(Data excerpts)
####################

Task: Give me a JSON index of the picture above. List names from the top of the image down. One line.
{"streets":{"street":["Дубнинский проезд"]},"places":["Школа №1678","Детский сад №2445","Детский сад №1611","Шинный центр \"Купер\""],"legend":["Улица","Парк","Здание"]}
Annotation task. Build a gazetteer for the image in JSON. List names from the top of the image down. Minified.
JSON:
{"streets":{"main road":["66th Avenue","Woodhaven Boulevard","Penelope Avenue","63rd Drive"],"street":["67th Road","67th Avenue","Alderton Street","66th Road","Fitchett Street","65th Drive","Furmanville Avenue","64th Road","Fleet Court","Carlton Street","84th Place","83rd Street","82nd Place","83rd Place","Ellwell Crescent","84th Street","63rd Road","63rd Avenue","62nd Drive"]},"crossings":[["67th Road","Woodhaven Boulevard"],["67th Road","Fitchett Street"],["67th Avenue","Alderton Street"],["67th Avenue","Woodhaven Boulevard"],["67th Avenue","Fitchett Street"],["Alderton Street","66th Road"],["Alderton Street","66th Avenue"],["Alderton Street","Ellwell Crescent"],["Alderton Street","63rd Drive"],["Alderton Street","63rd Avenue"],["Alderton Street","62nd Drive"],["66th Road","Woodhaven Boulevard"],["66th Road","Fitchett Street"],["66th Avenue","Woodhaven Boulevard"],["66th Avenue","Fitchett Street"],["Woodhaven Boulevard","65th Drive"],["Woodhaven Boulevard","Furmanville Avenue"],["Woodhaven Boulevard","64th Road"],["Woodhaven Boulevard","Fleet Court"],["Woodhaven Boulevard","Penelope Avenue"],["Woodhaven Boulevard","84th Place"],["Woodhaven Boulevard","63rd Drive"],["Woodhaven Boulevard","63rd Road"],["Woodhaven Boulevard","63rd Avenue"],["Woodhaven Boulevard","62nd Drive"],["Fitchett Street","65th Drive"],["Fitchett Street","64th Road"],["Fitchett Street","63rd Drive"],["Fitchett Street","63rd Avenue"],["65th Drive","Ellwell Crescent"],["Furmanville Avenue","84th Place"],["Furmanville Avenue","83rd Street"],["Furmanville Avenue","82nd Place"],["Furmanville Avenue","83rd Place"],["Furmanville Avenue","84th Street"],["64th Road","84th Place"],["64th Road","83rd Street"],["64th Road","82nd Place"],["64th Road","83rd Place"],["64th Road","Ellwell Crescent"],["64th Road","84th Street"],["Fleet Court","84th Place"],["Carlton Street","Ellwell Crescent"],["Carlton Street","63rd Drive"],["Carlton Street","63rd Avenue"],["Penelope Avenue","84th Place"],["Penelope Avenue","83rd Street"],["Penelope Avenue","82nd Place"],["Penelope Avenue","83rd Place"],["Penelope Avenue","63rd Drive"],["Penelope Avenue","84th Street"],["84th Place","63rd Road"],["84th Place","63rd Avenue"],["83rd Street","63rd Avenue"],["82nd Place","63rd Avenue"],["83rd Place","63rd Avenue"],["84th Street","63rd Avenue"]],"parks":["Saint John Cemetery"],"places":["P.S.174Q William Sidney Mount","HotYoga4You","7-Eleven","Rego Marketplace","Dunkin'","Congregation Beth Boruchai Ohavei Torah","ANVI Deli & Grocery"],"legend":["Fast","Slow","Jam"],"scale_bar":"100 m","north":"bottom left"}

####################

TASK INSTRUCTIONS - Start at the first line and transcribe the data exactly through the last.

RESPONSE TO THIS EXERCISE -
Task: Give me a JSON index of the picture above. List names from the top of the image down. One line.
{"streets":{"street":["Дубнинский проезд"]},"places":["Школа №1678","Детский сад №2445","Детский сад №1611","Шинный центр \"Купер\""],"legend":["Улица","Парк","Здание"]}
Annotation task. Build a gazetteer for the image in JSON. List names from the top of the image down. Minified.
JSON:
{"streets":{"main road":["66th Avenue","Woodhaven Boulevard","Penelope Avenue","63rd Drive"],"street":["67th Road","67th Avenue","Alderton Street","66th Road","Fitchett Street","65th Drive","Furmanville Avenue","64th Road","Fleet Court","Carlton Street","84th Place","83rd Street","82nd Place","83rd Place","Ellwell Crescent","84th Street","63rd Road","63rd Avenue","62nd Drive"]},"crossings":[["67th Road","Woodhaven Boulevard"],["67th Road","Fitchett Street"],["67th Avenue","Alderton Street"],["67th Avenue","Woodhaven Boulevard"],["67th Avenue","Fitchett Street"],["Alderton Street","66th Road"],["Alderton Street","66th Avenue"],["Alderton Street","Ellwell Crescent"],["Alderton Street","63rd Drive"],["Alderton Street","63rd Avenue"],["Alderton Street","62nd Drive"],["66th Road","Woodhaven Boulevard"],["66th Road","Fitchett Street"],["66th Avenue","Woodhaven Boulevard"],["66th Avenue","Fitchett Street"],["Woodhaven Boulevard","65th Drive"],["Woodhaven Boulevard","Furmanville Avenue"],["Woodhaven Boulevard","64th Road"],["Woodhaven Boulevard","Fleet Court"],["Woodhaven Boulevard","Penelope Avenue"],["Woodhaven Boulevard","84th Place"],["Woodhaven Boulevard","63rd Drive"],["Woodhaven Boulevard","63rd Road"],["Woodhaven Boulevard","63rd Avenue"],["Woodhaven Boulevard","62nd Drive"],["Fitchett Street","65th Drive"],["Fitchett Street","64th Road"],["Fitchett Street","63rd Drive"],["Fitchett Street","63rd Avenue"],["65th Drive","Ellwell Crescent"],["Furmanville Avenue","84th Place"],["Furmanville Avenue","83rd Street"],["Furmanville Avenue","82nd Place"],["Furmanville Avenue","83rd Place"],["Furmanville Avenue","84th Street"],["64th Road","84th Place"],["64th Road","83rd Street"],["64th Road","82nd Place"],["64th Road","83rd Place"],["64th Road","Ellwell Crescent"],["64th Road","84th Street"],["Fleet Court","84th Place"],["Carlton Street","Ellwell Crescent"],["Carlton Street","63rd Drive"],["Carlton Street","63rd Avenue"],["Penelope Avenue","84th Place"],["Penelope Avenue","83rd Street"],["Penelope Avenue","82nd Place"],["Penelope Avenue","83rd Place"],["Penelope Avenue","63rd Drive"],["Penelope Avenue","84th Street"],["84th Place","63rd Road"],["84th Place","63rd Avenue"],["83rd Street","63rd Avenue"],["82nd Place","63rd Avenue"],["83rd Place","63rd Avenue"],["84th Street","63rd Avenue"]],"parks":["Saint John Cemetery"],"places":["P.S.174Q William Sidney Mount","HotYoga4You","7-Eleven","Rego Marketplace","Dunkin'","Congregation Beth Boruchai Ohavei Torah","ANVI Deli & Grocery"],"legend":["Fast","Slow","Jam"],"scale_bar":"100 m","north":"bottom left"}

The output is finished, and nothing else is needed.